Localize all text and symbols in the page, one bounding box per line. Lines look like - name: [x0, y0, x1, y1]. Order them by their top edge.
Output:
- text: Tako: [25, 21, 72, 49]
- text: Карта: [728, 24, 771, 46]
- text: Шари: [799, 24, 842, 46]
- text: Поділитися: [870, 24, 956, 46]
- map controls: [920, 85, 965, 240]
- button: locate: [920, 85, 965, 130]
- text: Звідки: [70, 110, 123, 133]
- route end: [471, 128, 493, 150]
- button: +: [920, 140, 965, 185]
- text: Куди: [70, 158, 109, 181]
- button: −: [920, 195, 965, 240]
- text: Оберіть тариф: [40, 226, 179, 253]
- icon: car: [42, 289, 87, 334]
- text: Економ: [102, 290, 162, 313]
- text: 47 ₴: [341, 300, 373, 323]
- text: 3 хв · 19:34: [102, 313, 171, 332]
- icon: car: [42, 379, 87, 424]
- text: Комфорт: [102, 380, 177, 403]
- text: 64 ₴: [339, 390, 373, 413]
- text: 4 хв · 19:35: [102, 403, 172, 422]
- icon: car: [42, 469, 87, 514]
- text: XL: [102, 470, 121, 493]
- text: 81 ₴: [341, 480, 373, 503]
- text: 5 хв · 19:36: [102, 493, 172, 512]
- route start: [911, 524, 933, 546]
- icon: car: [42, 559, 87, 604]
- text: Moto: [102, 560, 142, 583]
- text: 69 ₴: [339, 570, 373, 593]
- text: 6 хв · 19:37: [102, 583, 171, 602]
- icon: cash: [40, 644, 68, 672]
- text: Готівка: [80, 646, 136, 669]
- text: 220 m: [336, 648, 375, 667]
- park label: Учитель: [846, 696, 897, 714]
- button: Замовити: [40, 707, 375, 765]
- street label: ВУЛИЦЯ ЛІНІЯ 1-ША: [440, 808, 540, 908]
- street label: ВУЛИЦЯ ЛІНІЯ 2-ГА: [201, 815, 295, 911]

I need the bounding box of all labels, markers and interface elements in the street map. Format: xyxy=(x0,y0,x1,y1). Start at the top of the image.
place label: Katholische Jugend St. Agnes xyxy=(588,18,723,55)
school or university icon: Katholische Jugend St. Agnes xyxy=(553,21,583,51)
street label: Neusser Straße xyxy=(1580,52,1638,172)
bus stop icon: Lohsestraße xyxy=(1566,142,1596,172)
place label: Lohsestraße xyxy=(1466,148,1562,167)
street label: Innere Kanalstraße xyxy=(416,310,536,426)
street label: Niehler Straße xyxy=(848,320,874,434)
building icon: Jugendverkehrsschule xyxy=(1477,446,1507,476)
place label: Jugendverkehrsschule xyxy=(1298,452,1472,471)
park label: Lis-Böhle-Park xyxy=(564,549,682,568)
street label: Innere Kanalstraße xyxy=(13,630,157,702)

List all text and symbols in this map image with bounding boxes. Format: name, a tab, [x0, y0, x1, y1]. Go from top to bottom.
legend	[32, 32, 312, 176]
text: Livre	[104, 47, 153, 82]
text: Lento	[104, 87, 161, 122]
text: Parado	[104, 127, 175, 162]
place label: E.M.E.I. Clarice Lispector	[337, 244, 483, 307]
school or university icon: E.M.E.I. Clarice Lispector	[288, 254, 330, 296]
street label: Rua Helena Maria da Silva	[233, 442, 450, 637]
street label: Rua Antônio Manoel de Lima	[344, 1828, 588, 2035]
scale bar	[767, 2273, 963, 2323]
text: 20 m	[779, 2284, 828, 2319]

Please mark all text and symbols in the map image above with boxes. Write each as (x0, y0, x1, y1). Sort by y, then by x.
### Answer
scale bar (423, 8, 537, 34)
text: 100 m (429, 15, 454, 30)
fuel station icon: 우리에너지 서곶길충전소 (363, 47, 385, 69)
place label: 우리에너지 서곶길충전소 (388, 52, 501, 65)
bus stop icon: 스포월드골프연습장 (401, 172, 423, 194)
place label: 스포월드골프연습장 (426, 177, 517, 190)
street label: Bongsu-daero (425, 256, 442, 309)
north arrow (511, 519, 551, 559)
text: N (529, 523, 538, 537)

#####

■ Assignment ■
In the listing above, locate the line with "I need the bounding" and the line with "Please mark all", then extract exactly those lines and every line between them, and nothing more.

■ Output for this exercise ■
I need the bounding box of all labels, markers and interface elements in the street map. Format: xyxy=(x0,y0,x1,y1). Start at the top of the image.
place label: Katholische Jugend St. Agnes xyxy=(588,18,723,55)
school or university icon: Katholische Jugend St. Agnes xyxy=(553,21,583,51)
street label: Neusser Straße xyxy=(1580,52,1638,172)
bus stop icon: Lohsestraße xyxy=(1566,142,1596,172)
place label: Lohsestraße xyxy=(1466,148,1562,167)
street label: Innere Kanalstraße xyxy=(416,310,536,426)
street label: Niehler Straße xyxy=(848,320,874,434)
building icon: Jugendverkehrsschule xyxy=(1477,446,1507,476)
place label: Jugendverkehrsschule xyxy=(1298,452,1472,471)
park label: Lis-Böhle-Park xyxy=(564,549,682,568)
street label: Innere Kanalstraße xyxy=(13,630,157,702)

List all text and symbols in this map image with bounding boxes. Format: name, a tab, [x0, y0, x1, y1]. Go from top to bottom.
legend	[32, 32, 312, 176]
text: Livre	[104, 47, 153, 82]
text: Lento	[104, 87, 161, 122]
text: Parado	[104, 127, 175, 162]
place label: E.M.E.I. Clarice Lispector	[337, 244, 483, 307]
school or university icon: E.M.E.I. Clarice Lispector	[288, 254, 330, 296]
street label: Rua Helena Maria da Silva	[233, 442, 450, 637]
street label: Rua Antônio Manoel de Lima	[344, 1828, 588, 2035]
scale bar	[767, 2273, 963, 2323]
text: 20 m	[779, 2284, 828, 2319]

Please mark all text and symbols in the map image above with boxes. Write each as (x0, y0, x1, y1). Sort by y, then by x.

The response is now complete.